Segment Start: RAW DATA

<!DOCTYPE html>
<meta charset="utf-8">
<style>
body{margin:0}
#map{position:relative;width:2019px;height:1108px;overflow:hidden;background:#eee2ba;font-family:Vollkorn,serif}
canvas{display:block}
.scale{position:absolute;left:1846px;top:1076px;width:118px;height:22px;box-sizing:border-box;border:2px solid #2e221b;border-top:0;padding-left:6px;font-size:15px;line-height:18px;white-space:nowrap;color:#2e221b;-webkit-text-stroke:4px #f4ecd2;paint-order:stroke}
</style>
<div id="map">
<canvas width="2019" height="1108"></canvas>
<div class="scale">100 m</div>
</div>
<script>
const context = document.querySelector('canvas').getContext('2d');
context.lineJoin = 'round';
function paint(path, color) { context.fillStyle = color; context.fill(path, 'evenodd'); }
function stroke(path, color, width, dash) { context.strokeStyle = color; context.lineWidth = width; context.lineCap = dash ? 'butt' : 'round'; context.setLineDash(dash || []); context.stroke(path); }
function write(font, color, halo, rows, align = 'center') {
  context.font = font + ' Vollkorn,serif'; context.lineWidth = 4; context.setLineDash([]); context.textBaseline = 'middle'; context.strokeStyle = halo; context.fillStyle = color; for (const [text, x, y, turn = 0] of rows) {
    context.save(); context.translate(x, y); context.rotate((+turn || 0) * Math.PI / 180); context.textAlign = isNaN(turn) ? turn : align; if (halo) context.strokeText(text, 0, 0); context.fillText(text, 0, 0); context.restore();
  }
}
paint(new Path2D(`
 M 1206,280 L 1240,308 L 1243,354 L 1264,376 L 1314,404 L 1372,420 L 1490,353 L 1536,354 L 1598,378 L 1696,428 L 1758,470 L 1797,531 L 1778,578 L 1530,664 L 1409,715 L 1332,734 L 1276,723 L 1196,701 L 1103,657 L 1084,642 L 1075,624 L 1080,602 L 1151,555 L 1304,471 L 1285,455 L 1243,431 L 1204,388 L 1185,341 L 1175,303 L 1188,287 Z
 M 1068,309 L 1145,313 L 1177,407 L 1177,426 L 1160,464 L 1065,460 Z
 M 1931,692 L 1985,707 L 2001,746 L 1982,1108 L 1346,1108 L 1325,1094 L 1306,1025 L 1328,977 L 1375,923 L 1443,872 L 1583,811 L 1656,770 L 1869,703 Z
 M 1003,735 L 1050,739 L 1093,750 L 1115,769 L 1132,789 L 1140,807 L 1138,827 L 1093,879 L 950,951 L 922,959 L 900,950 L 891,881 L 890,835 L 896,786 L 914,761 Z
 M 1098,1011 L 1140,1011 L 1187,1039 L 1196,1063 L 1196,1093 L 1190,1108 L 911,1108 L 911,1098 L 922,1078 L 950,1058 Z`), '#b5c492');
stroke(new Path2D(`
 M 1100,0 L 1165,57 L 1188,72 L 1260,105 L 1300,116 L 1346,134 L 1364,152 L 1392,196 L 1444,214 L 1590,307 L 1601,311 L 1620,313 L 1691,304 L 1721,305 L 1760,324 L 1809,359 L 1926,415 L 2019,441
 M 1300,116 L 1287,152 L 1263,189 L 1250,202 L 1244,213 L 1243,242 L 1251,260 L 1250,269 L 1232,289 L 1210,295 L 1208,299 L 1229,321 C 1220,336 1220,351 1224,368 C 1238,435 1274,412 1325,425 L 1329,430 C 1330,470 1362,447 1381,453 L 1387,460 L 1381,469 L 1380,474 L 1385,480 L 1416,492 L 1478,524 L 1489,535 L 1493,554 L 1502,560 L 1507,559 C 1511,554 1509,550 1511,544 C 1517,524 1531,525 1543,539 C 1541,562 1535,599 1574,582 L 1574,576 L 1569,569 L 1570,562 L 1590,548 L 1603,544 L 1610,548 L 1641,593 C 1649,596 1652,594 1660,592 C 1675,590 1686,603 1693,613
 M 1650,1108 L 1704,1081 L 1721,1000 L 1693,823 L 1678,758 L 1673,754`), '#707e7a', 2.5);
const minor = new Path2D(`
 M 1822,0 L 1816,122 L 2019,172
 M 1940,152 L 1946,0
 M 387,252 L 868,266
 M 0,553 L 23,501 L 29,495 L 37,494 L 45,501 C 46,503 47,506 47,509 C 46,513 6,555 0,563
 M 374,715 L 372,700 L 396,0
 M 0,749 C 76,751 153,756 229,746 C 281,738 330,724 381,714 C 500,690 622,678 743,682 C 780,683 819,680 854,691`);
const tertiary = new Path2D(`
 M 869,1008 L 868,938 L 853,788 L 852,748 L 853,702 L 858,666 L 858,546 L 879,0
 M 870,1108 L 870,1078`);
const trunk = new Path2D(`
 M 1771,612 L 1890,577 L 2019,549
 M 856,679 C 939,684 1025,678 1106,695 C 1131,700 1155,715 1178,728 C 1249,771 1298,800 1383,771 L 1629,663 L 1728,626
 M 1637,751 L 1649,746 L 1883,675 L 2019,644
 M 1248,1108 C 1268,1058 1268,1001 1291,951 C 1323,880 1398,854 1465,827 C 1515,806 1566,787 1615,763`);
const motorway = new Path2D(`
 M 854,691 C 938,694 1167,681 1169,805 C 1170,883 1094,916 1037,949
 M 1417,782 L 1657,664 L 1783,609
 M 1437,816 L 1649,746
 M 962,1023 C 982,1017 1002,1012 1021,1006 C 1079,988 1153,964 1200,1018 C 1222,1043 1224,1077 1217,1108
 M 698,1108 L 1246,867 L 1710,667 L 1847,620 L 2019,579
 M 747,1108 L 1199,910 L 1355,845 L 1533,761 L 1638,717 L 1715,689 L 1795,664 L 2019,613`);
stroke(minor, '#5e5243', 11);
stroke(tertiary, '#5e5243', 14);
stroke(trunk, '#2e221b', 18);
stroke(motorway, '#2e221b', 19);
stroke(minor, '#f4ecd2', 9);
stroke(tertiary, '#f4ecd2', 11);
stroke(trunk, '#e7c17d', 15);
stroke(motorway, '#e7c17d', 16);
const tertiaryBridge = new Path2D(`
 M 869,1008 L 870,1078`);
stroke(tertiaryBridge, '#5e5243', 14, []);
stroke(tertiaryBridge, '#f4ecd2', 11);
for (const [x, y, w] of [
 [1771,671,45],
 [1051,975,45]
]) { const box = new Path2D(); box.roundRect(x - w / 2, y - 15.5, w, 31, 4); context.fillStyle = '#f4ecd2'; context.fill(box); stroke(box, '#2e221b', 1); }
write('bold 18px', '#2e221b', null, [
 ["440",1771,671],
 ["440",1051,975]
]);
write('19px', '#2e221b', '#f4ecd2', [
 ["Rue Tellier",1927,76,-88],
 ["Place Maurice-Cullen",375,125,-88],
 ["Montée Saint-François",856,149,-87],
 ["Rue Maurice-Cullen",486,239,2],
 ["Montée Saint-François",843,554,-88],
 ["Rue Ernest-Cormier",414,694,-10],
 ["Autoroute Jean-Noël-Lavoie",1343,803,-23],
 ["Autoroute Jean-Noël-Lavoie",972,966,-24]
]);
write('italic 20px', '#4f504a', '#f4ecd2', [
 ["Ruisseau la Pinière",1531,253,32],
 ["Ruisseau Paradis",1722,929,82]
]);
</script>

Segment End: RAW DATA

### YOUR OBJECTIVE
Exactly as they stand in the records above, print the lines from the one containing "M 962,1023 C" through the final line, inclusive.

### SOLUTION BELOW
 M 962,1023 C 982,1017 1002,1012 1021,1006 C 1079,988 1153,964 1200,1018 C 1222,1043 1224,1077 1217,1108
 M 698,1108 L 1246,867 L 1710,667 L 1847,620 L 2019,579
 M 747,1108 L 1199,910 L 1355,845 L 1533,761 L 1638,717 L 1715,689 L 1795,664 L 2019,613`);
stroke(minor, '#5e5243', 11);
stroke(tertiary, '#5e5243', 14);
stroke(trunk, '#2e221b', 18);
stroke(motorway, '#2e221b', 19);
stroke(minor, '#f4ecd2', 9);
stroke(tertiary, '#f4ecd2', 11);
stroke(trunk, '#e7c17d', 15);
stroke(motorway, '#e7c17d', 16);
const tertiaryBridge = new Path2D(`
 M 869,1008 L 870,1078`);
stroke(tertiaryBridge, '#5e5243', 14, []);
stroke(tertiaryBridge, '#f4ecd2', 11);
for (const [x, y, w] of [
 [1771,671,45],
 [1051,975,45]
]) { const box = new Path2D(); box.roundRect(x - w / 2, y - 15.5, w, 31, 4); context.fillStyle = '#f4ecd2'; context.fill(box); stroke(box, '#2e221b', 1); }
write('bold 18px', '#2e221b', null, [
 ["440",1771,671],
 ["440",1051,975]
]);
write('19px', '#2e221b', '#f4ecd2', [
 ["Rue Tellier",1927,76,-88],
 ["Place Maurice-Cullen",375,125,-88],
 ["Montée Saint-François",856,149,-87],
 ["Rue Maurice-Cullen",486,239,2],
 ["Montée Saint-François",843,554,-88],
 ["Rue Ernest-Cormier",414,694,-10],
 ["Autoroute Jean-Noël-Lavoie",1343,803,-23],
 ["Autoroute Jean-Noël-Lavoie",972,966,-24]
]);
write('italic 20px', '#4f504a', '#f4ecd2', [
 ["Ruisseau la Pinière",1531,253,32],
 ["Ruisseau Paradis",1722,929,82]
]);
</script>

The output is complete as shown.